TASK ITEM —
Given the entries that follow, write out exactly the lines starting at the one containing "M1908 972 1969 588 2182 673" and ending at the one containing "trace(service, '#003049', 6);", both ends included, and only those.

[Stored data]
____

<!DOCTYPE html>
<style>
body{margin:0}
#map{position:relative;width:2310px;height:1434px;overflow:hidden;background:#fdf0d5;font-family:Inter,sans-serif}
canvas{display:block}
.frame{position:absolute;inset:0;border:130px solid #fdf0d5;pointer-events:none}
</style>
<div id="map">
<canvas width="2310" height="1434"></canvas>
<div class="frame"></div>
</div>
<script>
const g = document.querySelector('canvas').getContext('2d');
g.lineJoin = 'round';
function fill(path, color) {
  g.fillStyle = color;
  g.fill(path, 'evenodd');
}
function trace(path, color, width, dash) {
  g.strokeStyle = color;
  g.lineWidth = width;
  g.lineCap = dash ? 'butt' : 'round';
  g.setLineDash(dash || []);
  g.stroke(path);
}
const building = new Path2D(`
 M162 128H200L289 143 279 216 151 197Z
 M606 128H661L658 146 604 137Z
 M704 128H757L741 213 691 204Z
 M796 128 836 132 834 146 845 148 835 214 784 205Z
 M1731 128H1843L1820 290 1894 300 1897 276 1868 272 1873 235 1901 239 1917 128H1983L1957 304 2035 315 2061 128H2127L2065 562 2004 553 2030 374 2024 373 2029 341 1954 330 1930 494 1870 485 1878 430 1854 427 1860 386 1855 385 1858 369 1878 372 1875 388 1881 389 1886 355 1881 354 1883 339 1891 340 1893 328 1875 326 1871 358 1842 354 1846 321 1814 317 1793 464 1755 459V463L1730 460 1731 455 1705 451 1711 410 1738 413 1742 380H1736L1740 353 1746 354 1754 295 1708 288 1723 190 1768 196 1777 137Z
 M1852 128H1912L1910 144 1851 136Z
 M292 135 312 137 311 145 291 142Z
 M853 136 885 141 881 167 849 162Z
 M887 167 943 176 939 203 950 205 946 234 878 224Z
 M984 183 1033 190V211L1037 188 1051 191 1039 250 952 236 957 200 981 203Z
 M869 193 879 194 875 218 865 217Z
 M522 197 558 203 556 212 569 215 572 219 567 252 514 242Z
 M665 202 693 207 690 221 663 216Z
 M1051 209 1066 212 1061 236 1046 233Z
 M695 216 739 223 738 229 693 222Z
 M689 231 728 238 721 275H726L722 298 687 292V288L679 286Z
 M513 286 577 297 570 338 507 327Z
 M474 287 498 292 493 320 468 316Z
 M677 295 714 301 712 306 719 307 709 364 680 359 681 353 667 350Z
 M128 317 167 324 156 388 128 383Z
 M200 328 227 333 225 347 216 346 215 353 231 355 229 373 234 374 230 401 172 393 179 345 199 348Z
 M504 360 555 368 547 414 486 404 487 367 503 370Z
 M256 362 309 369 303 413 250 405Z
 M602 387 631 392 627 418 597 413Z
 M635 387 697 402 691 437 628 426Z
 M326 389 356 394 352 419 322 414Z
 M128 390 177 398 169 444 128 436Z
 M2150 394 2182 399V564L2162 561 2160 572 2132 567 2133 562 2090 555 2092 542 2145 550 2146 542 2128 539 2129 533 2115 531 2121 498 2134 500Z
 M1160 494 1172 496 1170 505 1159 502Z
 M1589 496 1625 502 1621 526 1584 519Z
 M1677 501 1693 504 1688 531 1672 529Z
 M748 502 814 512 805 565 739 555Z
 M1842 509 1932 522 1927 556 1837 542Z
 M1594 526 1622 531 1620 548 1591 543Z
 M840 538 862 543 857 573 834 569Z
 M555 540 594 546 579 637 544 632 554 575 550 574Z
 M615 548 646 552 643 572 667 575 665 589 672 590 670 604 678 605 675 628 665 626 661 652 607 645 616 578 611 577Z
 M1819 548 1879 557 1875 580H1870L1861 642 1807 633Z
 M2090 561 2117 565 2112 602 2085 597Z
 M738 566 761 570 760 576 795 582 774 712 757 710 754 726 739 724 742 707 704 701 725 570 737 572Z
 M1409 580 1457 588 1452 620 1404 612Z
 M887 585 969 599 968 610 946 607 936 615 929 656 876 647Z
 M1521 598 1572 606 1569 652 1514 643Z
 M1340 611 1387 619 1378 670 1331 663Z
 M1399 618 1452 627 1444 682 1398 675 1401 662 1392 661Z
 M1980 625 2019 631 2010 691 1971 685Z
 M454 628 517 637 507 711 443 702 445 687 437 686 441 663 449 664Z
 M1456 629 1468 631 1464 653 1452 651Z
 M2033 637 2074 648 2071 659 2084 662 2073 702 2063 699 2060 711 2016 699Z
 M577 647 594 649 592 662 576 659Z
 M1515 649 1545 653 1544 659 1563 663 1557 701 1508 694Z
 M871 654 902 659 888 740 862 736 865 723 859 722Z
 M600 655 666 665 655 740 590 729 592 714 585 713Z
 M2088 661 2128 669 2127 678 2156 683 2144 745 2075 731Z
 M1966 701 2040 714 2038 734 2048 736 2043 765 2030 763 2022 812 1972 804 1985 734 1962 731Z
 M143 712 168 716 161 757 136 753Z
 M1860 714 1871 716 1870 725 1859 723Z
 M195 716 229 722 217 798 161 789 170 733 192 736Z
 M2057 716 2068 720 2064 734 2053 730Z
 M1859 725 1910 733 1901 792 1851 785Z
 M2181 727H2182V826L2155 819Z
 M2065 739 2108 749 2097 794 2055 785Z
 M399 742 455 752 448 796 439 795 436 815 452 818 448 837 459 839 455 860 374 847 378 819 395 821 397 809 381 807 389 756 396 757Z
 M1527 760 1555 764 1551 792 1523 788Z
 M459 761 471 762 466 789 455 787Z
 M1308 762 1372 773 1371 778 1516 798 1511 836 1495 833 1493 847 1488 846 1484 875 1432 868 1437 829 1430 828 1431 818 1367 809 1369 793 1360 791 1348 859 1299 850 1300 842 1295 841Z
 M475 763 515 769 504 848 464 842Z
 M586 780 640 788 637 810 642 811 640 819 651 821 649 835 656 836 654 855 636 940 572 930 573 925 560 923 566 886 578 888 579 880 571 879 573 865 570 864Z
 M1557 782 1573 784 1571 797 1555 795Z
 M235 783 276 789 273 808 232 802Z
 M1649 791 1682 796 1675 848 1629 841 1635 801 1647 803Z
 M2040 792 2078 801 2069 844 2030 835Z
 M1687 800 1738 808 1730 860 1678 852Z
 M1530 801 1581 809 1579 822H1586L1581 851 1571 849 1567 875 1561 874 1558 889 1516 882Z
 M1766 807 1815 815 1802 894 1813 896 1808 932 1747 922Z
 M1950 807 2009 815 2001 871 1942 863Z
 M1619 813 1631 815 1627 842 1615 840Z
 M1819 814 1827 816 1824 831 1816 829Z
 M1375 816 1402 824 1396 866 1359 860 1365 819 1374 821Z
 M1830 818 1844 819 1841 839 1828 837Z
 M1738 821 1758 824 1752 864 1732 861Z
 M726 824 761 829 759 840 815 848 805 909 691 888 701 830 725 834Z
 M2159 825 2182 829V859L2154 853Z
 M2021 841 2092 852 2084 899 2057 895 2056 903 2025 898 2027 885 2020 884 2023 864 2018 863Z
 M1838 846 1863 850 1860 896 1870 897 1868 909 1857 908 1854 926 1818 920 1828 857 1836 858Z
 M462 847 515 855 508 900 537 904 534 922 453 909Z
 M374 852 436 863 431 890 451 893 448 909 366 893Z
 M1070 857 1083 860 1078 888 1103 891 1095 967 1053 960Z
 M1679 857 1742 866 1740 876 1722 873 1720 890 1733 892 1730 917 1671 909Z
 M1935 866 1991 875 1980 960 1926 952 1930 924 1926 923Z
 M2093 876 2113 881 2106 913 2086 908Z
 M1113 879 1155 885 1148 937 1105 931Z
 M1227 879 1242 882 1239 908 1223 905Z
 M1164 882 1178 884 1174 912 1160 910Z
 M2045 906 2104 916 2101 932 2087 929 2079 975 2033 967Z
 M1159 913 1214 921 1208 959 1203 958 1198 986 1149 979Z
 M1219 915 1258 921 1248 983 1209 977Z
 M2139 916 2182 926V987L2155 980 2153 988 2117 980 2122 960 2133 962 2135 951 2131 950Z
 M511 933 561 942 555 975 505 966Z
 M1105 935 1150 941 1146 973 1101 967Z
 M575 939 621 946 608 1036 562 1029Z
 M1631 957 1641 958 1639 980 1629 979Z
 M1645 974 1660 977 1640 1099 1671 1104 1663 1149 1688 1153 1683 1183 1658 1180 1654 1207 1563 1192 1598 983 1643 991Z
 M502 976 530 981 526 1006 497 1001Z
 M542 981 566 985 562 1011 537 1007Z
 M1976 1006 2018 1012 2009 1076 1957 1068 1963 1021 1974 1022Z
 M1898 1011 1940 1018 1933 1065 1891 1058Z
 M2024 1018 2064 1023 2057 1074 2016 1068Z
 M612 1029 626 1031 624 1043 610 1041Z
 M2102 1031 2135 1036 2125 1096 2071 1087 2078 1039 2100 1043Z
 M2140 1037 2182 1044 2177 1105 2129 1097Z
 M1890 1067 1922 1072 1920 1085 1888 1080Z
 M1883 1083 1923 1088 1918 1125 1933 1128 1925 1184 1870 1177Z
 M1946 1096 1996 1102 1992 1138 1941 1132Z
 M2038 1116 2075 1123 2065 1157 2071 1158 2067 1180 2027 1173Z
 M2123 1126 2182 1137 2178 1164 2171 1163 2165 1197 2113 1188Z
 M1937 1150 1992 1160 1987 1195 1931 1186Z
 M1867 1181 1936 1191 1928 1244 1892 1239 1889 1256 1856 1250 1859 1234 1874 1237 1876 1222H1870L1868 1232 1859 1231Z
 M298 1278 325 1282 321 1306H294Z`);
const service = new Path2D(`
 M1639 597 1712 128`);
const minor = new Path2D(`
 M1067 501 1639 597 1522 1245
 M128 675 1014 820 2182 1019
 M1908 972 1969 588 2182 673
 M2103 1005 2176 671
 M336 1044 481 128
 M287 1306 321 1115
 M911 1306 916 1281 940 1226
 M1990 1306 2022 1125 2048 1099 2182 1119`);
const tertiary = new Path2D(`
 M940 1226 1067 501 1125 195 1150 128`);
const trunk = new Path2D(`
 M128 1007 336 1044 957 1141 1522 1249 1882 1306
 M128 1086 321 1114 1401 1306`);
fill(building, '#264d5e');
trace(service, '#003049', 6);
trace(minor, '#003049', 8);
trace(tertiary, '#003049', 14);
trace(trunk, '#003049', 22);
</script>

____

WRITTEN SOLUTION —
 M1908 972 1969 588 2182 673
 M2103 1005 2176 671
 M336 1044 481 128
 M287 1306 321 1115
 M911 1306 916 1281 940 1226
 M1990 1306 2022 1125 2048 1099 2182 1119`);
const tertiary = new Path2D(`
 M940 1226 1067 501 1125 195 1150 128`);
const trunk = new Path2D(`
 M128 1007 336 1044 957 1141 1522 1249 1882 1306
 M128 1086 321 1114 1401 1306`);
fill(building, '#264d5e');
trace(service, '#003049', 6);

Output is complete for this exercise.